- **Description of the task**
Each line of the records containing "function" is to be copied out and returned.

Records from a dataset
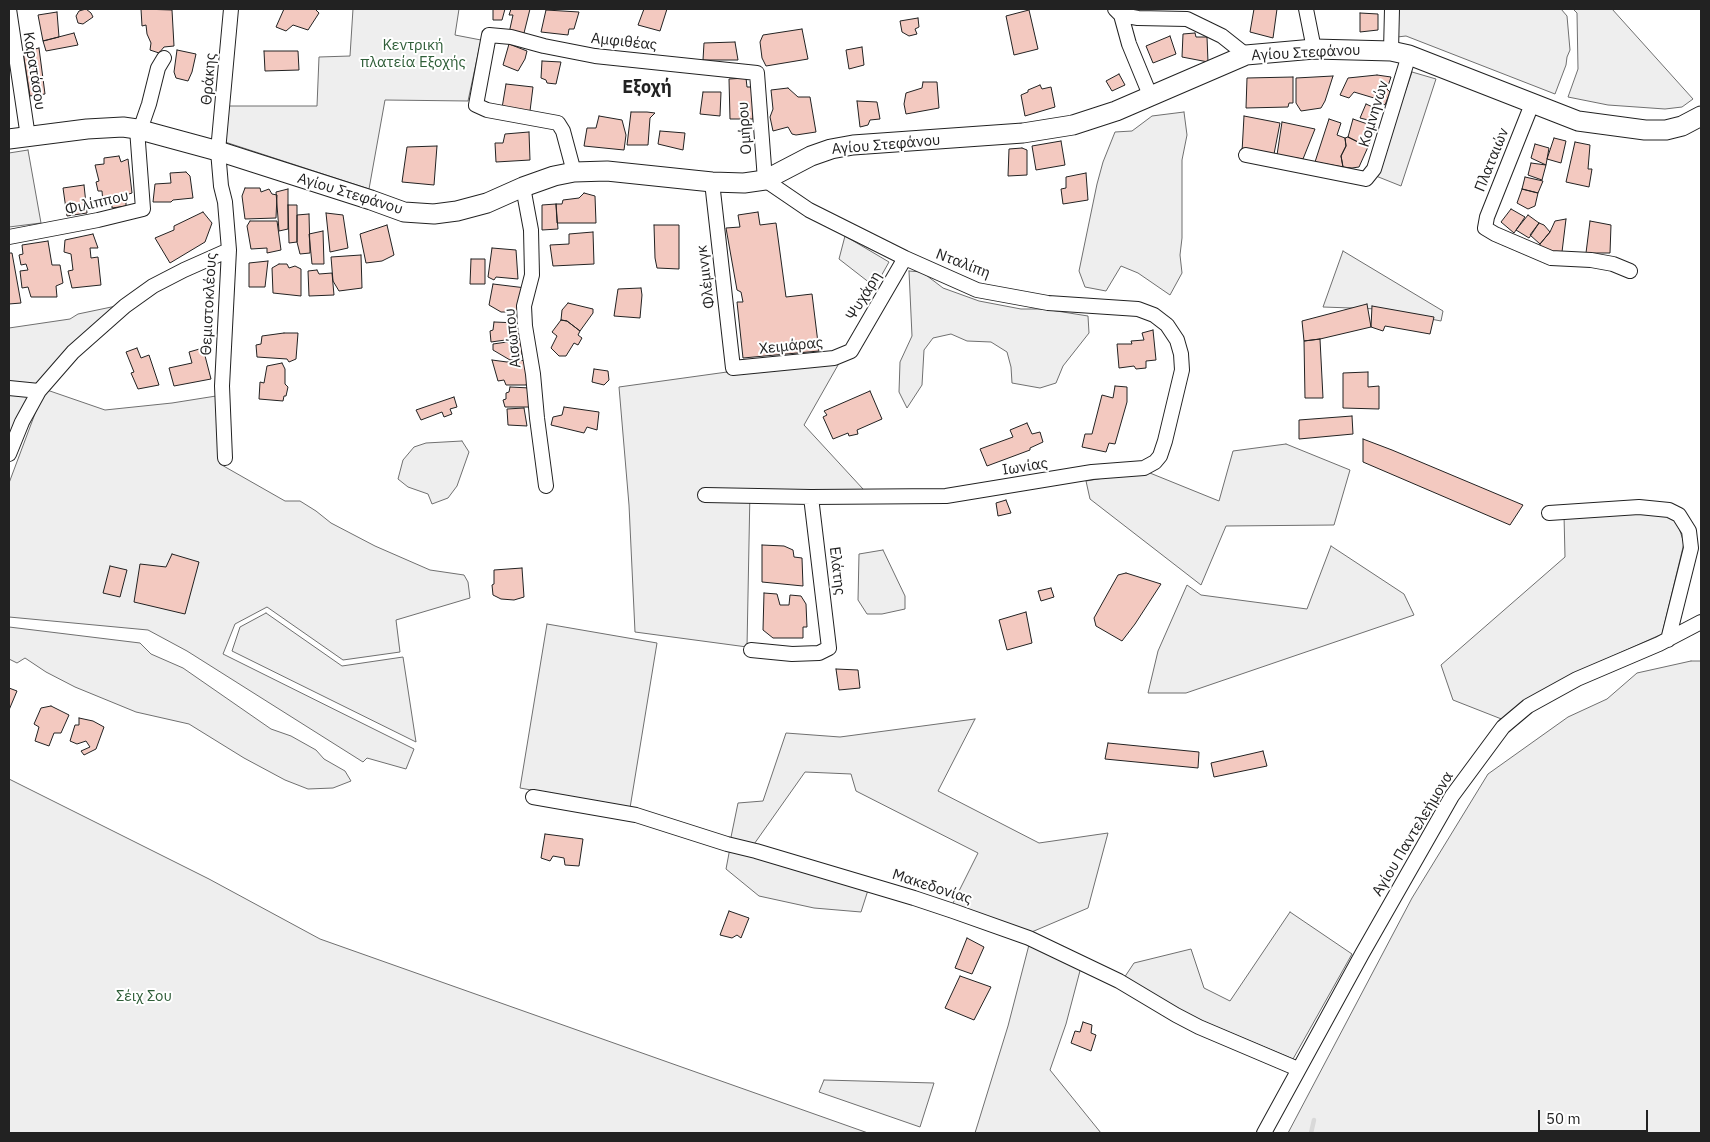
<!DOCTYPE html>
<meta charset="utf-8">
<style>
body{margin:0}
#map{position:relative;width:1710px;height:1142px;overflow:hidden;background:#fff;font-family:"IBM Plex Sans",sans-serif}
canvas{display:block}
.frame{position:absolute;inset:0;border:10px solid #222;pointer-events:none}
.scale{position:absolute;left:1538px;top:1110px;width:110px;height:22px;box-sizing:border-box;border:2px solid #222;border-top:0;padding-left:6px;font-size:15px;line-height:18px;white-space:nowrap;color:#222;-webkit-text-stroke:4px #fff;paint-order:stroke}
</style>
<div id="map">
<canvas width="1710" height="1142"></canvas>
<div class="frame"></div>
<div class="scale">50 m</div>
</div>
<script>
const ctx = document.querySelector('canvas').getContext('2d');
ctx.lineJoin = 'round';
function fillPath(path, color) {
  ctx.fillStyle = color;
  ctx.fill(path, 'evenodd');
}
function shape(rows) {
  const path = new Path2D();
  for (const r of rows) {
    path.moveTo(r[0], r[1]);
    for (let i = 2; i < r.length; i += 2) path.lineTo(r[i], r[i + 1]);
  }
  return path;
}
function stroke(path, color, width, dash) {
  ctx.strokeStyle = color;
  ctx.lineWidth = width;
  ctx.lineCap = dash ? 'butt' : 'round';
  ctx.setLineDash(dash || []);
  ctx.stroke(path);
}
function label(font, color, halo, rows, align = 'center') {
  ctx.font = font + ' "IBM Plex Sans",sans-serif';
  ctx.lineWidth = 4;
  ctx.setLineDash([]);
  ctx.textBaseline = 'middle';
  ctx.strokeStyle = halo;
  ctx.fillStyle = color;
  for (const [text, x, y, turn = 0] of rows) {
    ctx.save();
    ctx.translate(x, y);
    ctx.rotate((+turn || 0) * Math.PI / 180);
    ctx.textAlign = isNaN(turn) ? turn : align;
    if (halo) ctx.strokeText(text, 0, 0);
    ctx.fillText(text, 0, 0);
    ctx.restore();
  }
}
const green = shape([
 [353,9,459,9,455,35,481,40,468,101,385,100,369,189,225,142,228,106,317,106,319,57,350,56,353,9],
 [1399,9,1561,9,1567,16,1570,50,1567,57,1566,65,1555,94,1406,36,1397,37,1399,9],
 [1573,9,1612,9,1693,99,1682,107,1665,109,1608,105,1568,97,1578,69,1577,13,1573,9],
 [1412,72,1436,79,1401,186,1376,176,1412,72],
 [1184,112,1187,135,1182,160,1182,238,1180,255,1182,273,1170,295,1138,273,1121,266,1106,291,1085,287,1079,271,1097,184,1103,162,1115,132,1132,131,1152,116,1184,112],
 [28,150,41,223,9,227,9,153,28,150],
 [845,236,889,262,875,287,839,259,845,236],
 [1343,251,1443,311,1441,321,1379,309,1323,307,1343,251],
 [909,271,922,272,943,288,979,301,1021,309,1044,309,1088,316,1089,333,1063,366,1056,383,1040,388,1012,383,1011,367,1007,352,991,342,967,341,951,334,933,338,924,350,922,385,907,408,899,392,900,362,912,336,909,271],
 [121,305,37,389,9,386,9,328,70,319,78,314,121,305],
 [842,358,804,425,863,489,861,493,750,490,747,647,635,632,629,505,619,387,727,372,842,358],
 [9,390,34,392,9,438,9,390],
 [47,390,105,410,172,403,216,396,220,464,285,501,300,501,316,511,331,523,375,546,430,570,464,575,468,582,470,598,396,620,400,652,343,660,267,607,235,624,223,654,414,749,406,769,367,758,363,762,187,651,148,630,9,617,9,483,36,411,47,390],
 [462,441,469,452,457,486,448,498,432,504,428,494,408,487,398,479,403,460,414,447,426,443,462,441],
 [1286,444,1350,470,1334,525,1226,526,1201,585,1090,499,1086,481,1145,471,1219,501,1233,451,1286,444],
 [1635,511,1669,516,1678,525,1684,543,1662,634,1593,665,1504,720,1453,700,1441,665,1565,557,1564,515,1635,511],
 [1331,546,1404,594,1414,615,1186,693,1148,693,1158,651,1187,585,1201,595,1307,609,1331,546],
 [883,550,905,596,905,609,882,614,867,614,858,600,859,554,883,550],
 [266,613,342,666,403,657,416,742,232,651,240,627,266,613],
 [547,624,657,643,630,808,520,788,547,624],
 [9,627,140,643,151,654,183,668,271,729,291,736,316,750,324,759,345,771,351,781,333,788,308,789,285,780,244,758,189,724,136,712,75,687,46,672,25,658,17,663,9,659,9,627],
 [1691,661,1701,661,1701,1133,1288,1133,1412,898,1488,774,1568,717,1607,699,1637,673,1691,661],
 [975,719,938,791,1039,843,1108,833,1088,908,1027,934,951,907,978,853,856,791,851,774,805,772,752,847,730,842,738,803,763,801,786,733,840,737,975,719],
 [9,779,209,879,320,939,868,1133,9,1133,9,779],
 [730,848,869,887,861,912,814,908,759,896,726,869,730,848],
 [1290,912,1352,954,1293,1059,1176,1010,1124,978,1134,963,1191,949,1204,988,1230,1001,1290,912],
 [1030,941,1081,967,1066,1024,1050,1070,1101,1133,975,1133,1008,1026,1030,941],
 [824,1080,934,1083,920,1127,819,1092,824,1080]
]);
const stream = shape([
 [1311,1133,1314,1120]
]);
const building = shape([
 [86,9,91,13,93,17,83,24,78,23,76,16,79,11,86,9],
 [141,9,172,10,174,46,164,47,159,53,150,50,151,43,147,34,146,25,142,26,141,9],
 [284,9,315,9,319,13,308,30,293,25,286,31,276,27,284,9],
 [493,9,505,9,502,20,493,20,493,9],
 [511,9,530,9,523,37,509,33,513,15,509,15,511,9],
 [644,9,667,9,660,31,638,25,644,9],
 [1254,9,1277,9,1273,38,1250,32,1254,9],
 [546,10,579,12,574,29,569,29,568,35,541,32,546,10],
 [1029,10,1038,49,1014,55,1006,16,1029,10],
 [57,12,59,37,43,41,38,15,57,12],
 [1360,13,1378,14,1378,30,1360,32,1360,13],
 [918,18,919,27,915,29,917,34,909,36,902,32,900,21,918,18],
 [802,29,808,59,766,66,762,58,760,42,763,35,802,29],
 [74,33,78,45,46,51,43,41,74,33],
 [1195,33,1196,37,1207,37,1208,62,1182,57,1183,34,1195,33],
 [1170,36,1176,54,1153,63,1146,46,1170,36],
 [735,42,738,60,703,60,704,43,735,42],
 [509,44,527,51,525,59,518,71,503,65,509,44],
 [862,47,864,65,849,69,846,50,862,47],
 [39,48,45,94,30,96,23,52,39,48],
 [177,50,196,54,192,72,188,81,176,78,174,72,177,50],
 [264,51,298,51,299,70,265,71,264,51],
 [542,61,561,62,556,84,547,83,546,80,541,78,542,61],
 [1119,74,1125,85,1112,91,1106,81,1119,74],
 [1377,75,1391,77,1387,89,1390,92,1385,105,1374,98,1354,92,1349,98,1340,95,1348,78,1377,75],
 [1333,76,1325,101,1321,108,1301,111,1296,103,1296,78,1333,76],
 [1293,77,1293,103,1289,103,1288,107,1246,108,1247,78,1293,77],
 [746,78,747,87,754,87,753,119,730,119,729,79,746,78],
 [923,82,937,82,939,108,906,114,904,104,906,93,922,88,923,82],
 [506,84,533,87,530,111,502,108,506,84],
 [1040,85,1042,89,1051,87,1055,107,1025,116,1021,95,1028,92,1028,90,1040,85],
 [788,88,798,97,810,97,816,132,796,135,792,134,788,127,773,131,770,117,773,109,771,90,788,88],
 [703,92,721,92,720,116,700,114,703,92],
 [857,101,877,102,880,119,870,120,868,125,860,127,857,101],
 [1366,104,1377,109,1372,121,1360,118,1366,104],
 [631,112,647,112,655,113,650,118,648,145,627,145,631,112],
 [599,116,622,120,626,135,624,150,584,146,587,128,596,128,599,116],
 [1244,116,1280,123,1274,154,1242,152,1244,116],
 [1329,119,1341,123,1337,135,1345,138,1346,146,1341,156,1343,167,1315,162,1329,119],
 [1353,119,1376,127,1368,147,1348,137,1353,119],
 [1282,122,1315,129,1303,159,1277,155,1282,122],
 [660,131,685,133,683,150,658,144,660,131],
 [529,132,530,160,496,162,495,143,503,143,505,134,529,132],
 [1348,137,1368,147,1359,167,1352,168,1343,167,1341,156,1346,146,1345,138,1348,137],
 [1554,138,1566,141,1561,163,1547,159,1554,138],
 [1061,141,1065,165,1036,170,1032,146,1061,141],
 [1575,142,1590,145,1588,169,1592,169,1589,187,1566,182,1575,142],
 [1535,144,1549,148,1546,165,1531,158,1535,144],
 [437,146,434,185,402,182,407,147,437,146],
 [1022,148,1027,150,1027,175,1008,176,1009,149,1022,148],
 [119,156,121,162,128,159,132,193,126,195,126,206,112,208,112,203,103,203,102,191,98,191,96,182,99,181,95,165,104,164,104,158,119,156],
 [1531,163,1546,165,1542,180,1528,175,1531,163],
 [186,172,190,176,193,198,173,200,171,202,153,202,155,184,171,183,170,173,186,172],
 [1086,173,1088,200,1063,204,1061,189,1066,188,1066,177,1086,173],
 [1525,177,1543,181,1538,193,1522,189,1525,177],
 [84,185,87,213,67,216,63,188,84,185],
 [245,188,260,188,261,192,269,189,272,194,277,195,276,218,245,219,242,196,245,188],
 [288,189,288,229,279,231,276,192,288,189],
 [1522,189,1538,193,1535,206,1528,209,1517,203,1522,189],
 [584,193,595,196,596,223,557,223,556,204,562,204,563,200,579,198,584,193],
 [556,204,558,229,542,230,542,205,556,204],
 [288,205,297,205,297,242,289,243,288,205],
 [1511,209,1525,217,1514,233,1501,222,1511,209],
 [203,212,212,223,205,242,170,263,155,238,174,230,174,226,203,212],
 [758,212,760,225,776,223,786,297,812,294,819,351,743,358,737,302,743,302,741,292,737,290,726,228,740,227,738,215,758,212],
 [326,213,343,215,348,248,330,252,326,213],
 [309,214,310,253,300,254,297,242,297,215,309,214],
 [1528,215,1539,223,1529,238,1516,230,1528,215],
 [1566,219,1562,252,1550,253,1540,248,1540,244,1550,232,1555,221,1566,219],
 [250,221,277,221,281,250,267,253,267,248,251,249,247,226,250,221],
 [1590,221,1611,225,1610,253,1586,253,1590,221],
 [1539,223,1544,225,1550,232,1540,244,1530,235,1539,223],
 [387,225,394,255,382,261,366,263,360,234,387,225],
 [654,225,679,225,679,269,657,268,655,258,654,225],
 [323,231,324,264,312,264,309,234,323,231],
 [593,232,594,264,553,266,550,245,569,244,569,234,593,232],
 [93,234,98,248,90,248,91,258,98,257,101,285,72,288,68,271,73,270,71,254,64,252,65,240,93,234],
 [48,241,52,265,60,265,63,283,56,286,57,297,31,297,28,287,22,288,20,271,28,270,26,264,21,265,19,255,23,254,22,245,48,241],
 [492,248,516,250,518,279,496,277,494,280,488,277,492,248],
 [9,253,12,253,21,303,9,304,9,253],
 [361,255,362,288,339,291,333,281,331,257,361,255],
 [471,259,485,259,485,284,470,284,471,259],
 [268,261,265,287,249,287,249,263,268,261],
 [279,264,287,264,289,268,295,266,301,269,301,296,273,293,272,268,279,264],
 [317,270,319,274,332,273,334,295,309,296,308,271,317,270],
 [493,284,526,288,519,312,501,312,489,305,493,284],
 [641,288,642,295,640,318,614,316,618,289,641,288],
 [568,303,593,309,593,313,580,331,567,321,561,320,562,310,568,303],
 [1367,304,1371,327,1320,339,1304,341,1302,321,1367,304],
 [1372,306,1434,317,1430,334,1385,326,1383,331,1371,327,1372,306],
 [561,320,567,321,580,331,578,335,582,338,578,345,574,343,566,356,559,356,551,348,557,336,552,332,561,320],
 [494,322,518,323,520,338,491,342,490,331,493,330,494,322],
 [1153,330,1156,360,1146,361,1146,368,1136,369,1134,366,1119,368,1117,344,1132,344,1131,341,1144,340,1142,333,1153,330],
 [284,333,298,333,296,359,289,362,287,359,257,357,256,345,261,344,262,336,284,333],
 [1320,339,1323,398,1305,398,1304,341,1320,339],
 [521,340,522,353,519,358,510,360,493,350,493,344,521,340],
 [137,348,141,358,149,355,159,385,138,389,131,373,134,372,126,352,137,348],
 [203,348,211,379,174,386,169,368,192,363,189,352,203,348],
 [492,360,507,362,527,360,529,377,526,385,506,385,504,380,498,381,492,360],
 [282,363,285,369,285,384,288,387,286,396,284,396,283,401,259,399,260,382,264,383,267,366,282,363],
 [594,369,608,371,609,380,604,385,592,382,594,369],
 [1368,372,1368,387,1379,386,1379,409,1343,408,1343,373,1368,372],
 [1115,386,1127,387,1127,402,1115,444,1109,443,1106,452,1082,447,1085,434,1092,434,1102,395,1113,398,1115,386],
 [510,387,530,388,531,407,505,407,503,400,506,399,506,393,509,392,510,387],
 [870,391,882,419,857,430,858,434,849,436,848,433,833,439,823,417,827,415,824,411,870,391],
 [454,397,457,407,450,409,452,414,444,417,442,412,421,420,416,410,454,397],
 [564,407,599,412,597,430,587,427,584,433,551,425,553,417,562,415,564,407],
 [524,408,527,426,508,425,507,409,524,408],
 [1352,416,1353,434,1299,439,1299,420,1352,416],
 [1027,423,1032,434,1040,432,1043,442,1030,448,1030,450,987,466,980,449,1013,437,1010,430,1027,423],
 [1363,439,1392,450,1523,505,1510,525,1363,462,1363,439],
 [1006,500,1011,513,998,516,996,503,1006,500],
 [762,545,784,546,793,550,794,557,802,558,803,586,762,582,762,545],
 [172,554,199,562,185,614,134,602,140,564,166,567,172,554],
 [110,566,127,570,120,597,103,593,110,566],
 [522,568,524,597,514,600,501,599,493,595,492,585,494,584,494,570,522,568],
 [1126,573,1161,584,1135,624,1122,641,1096,626,1094,618,1118,575,1126,573],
 [1051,588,1054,597,1041,601,1038,591,1051,588],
 [764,593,777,594,780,605,789,605,790,595,801,596,806,604,807,627,803,627,803,638,773,638,763,630,764,593],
 [1026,612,1032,643,1007,650,999,620,1026,612],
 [836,669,858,670,860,688,839,690,836,669],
 [9,688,17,691,9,710,9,688],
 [51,706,69,715,61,733,54,733,49,746,35,741,39,727,34,724,41,708,51,706],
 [79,718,93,721,104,727,96,749,84,755,81,751,90,747,86,741,77,744,70,741,75,725,79,725,79,718],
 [1108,743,1199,752,1198,768,1105,759,1108,743],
 [1263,751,1267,766,1214,777,1211,763,1263,751],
 [545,834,583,839,579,866,565,865,564,858,553,856,550,861,541,858,545,834],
 [729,911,749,918,741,938,737,935,732,938,720,935,729,911],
 [967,938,984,947,972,974,955,968,967,938],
 [960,976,991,987,974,1020,945,1008,960,976],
 [1083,1022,1092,1025,1091,1033,1096,1035,1091,1051,1071,1043,1075,1031,1080,1032,1083,1022]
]);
const street = shape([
 [9,9,28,137],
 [1115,9,1121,15,1138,18,1187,19,1222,36,1246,55],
 [1118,9,1121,15,1129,44,1150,95],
 [1306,9,1314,49],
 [1391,51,1392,9],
 [1532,104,1487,217,1485,228,1495,234,1551,258,1591,260,1613,264,1630,271],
 [140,130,149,104,158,68,164,58],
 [1246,155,1366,179,1374,169,1409,55],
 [574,172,563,131,558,123,487,110,476,105,489,35,511,37,544,46,595,56,757,73,765,180,809,210,905,258,977,290,1048,303,1138,309,1154,315,1167,325,1177,340,1181,354,1182,370,1165,441,1160,456,1155,462,1144,468,1092,472,946,496,811,497,705,495],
 [712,182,733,368,834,358,851,351,905,258],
 [523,187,531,230,532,275,524,306,525,326,533,374,537,418,546,486],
 [9,237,98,220,143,209,137,129],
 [9,388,39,391],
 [9,454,22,422,39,391,73,352,125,306,153,286,184,270,229,250],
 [225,458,222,386,229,250,225,202,221,186,218,151,231,9],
 [1549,513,1639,507,1669,510,1679,515,1689,531,1691,548,1668,640],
 [751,650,792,654,819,653,829,648,811,497],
 [533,797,636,815,727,844,756,851,914,898,953,911,1029,938,1119,981,1176,1015,1199,1027,1298,1069],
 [1264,1133,1362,954,1452,796,1503,727,1528,706,1577,679,1659,644,1701,622]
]);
const secondary = shape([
 [9,139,87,129,123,127,137,129,218,151,371,200,404,212,434,214,457,211,487,203,523,187,554,176,574,172,607,171,712,182,744,183,765,180,811,156,831,149,853,145,1023,133,1073,125,1116,111,1246,55,1314,49,1391,51,1409,55,1578,121,1645,130,1666,130,1682,126,1701,116]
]);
const streetNames = [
 ["Αμφιθέας",624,42,6],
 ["Αγίου Στεφάνου",1306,53,-3],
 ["Καρατάσου",34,71,81],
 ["Θράκης",209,79,-85],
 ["Κομνηνών",1374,114,-73],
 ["Ομήρου",745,128,-94],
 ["Αγίου Στεφάνου",886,145,-5],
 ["Πλαταιών",1492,160,-68],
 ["Αγίου Στεφάνου",350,194,17],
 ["Φιλίππου",97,203,-13],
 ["Νταλίπη",963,264,21],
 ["Φλέμινγκ",706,277,-97],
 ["Ψυχάρη",864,296,-59],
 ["Θεμιστοκλέους",209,304,-87],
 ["Αισώπου",513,338,-96],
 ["Χειμάρας",791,346,-6],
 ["Ιωνίας",1025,467,-9],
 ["Ελάτης",837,571,83],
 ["Αγίου Παντελεήμονα",1413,834,-59],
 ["Μακεδονίας",932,887,18]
];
const parkNames = [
 ["Κεντρική",413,46],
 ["πλατεία Εξοχής",413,63],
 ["Σέιχ Σου",144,997]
];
const quarterNames = [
 ["Εξοχή",647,88]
];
fillPath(green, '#eee');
stroke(green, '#6f6f6f', 1);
stroke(stream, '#d9d9d9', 4.5);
fillPath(building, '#f3c9c0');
stroke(building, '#222', 1);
stroke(street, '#222', 16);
stroke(secondary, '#222', 21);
stroke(street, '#fff', 14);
stroke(secondary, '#fff', 19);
label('15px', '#222', '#fff', streetNames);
label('15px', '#2f5e38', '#fff', parkNames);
label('bold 18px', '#222', '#fff', quarterNames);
</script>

- **Expected output**
function fillPath(path, color) {
function shape(rows) {
function stroke(path, color, width, dash) {
function label(font, color, halo, rows, align = 'center') {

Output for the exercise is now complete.